___ Data to examine
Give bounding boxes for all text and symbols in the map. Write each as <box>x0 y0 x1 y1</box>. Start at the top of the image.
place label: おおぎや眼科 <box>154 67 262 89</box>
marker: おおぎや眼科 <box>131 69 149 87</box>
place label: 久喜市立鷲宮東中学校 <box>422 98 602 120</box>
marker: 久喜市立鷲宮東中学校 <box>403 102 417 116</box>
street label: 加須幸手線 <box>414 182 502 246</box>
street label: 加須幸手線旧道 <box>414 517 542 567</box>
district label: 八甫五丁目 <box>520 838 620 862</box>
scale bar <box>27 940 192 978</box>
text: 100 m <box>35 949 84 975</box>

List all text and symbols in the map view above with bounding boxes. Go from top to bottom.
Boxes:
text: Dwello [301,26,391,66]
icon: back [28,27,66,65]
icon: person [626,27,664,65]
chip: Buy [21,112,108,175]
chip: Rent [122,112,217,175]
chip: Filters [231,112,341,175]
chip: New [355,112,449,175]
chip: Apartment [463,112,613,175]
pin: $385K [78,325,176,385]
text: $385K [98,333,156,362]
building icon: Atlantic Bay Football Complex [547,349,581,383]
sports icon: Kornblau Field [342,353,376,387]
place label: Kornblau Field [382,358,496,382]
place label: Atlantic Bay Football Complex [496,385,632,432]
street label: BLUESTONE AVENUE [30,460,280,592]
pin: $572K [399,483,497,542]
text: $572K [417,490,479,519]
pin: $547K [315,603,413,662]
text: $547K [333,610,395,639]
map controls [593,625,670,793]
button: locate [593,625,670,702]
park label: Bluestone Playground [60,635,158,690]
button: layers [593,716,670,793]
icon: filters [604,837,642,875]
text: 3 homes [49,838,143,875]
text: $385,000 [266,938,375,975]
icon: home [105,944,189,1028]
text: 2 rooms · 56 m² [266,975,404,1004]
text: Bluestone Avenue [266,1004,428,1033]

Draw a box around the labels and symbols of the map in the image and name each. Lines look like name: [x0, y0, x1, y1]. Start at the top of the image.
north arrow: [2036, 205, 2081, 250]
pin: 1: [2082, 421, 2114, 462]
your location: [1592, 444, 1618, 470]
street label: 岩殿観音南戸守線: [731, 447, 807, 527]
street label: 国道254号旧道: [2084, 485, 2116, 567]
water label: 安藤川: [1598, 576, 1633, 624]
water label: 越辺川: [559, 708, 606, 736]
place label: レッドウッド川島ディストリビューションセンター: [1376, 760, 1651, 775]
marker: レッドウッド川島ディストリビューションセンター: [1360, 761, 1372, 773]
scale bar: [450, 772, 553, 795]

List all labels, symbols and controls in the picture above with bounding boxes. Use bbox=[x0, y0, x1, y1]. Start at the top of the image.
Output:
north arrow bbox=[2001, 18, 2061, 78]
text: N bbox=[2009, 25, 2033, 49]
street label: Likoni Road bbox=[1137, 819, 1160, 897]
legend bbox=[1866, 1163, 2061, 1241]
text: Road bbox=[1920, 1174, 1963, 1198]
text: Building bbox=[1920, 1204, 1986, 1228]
______
→ Task description:
The required output is the lines from the one holding "List all labels, symbols" through the last line of the entries above, copied exactly.

→ Response:
List all labels, symbols and controls in the picture above with bounding boxes. Use bbox=[x0, y0, x1, y1]. Start at the top of the image.
Output:
north arrow bbox=[2001, 18, 2061, 78]
text: N bbox=[2009, 25, 2033, 49]
street label: Likoni Road bbox=[1137, 819, 1160, 897]
legend bbox=[1866, 1163, 2061, 1241]
text: Road bbox=[1920, 1174, 1963, 1198]
text: Building bbox=[1920, 1204, 1986, 1228]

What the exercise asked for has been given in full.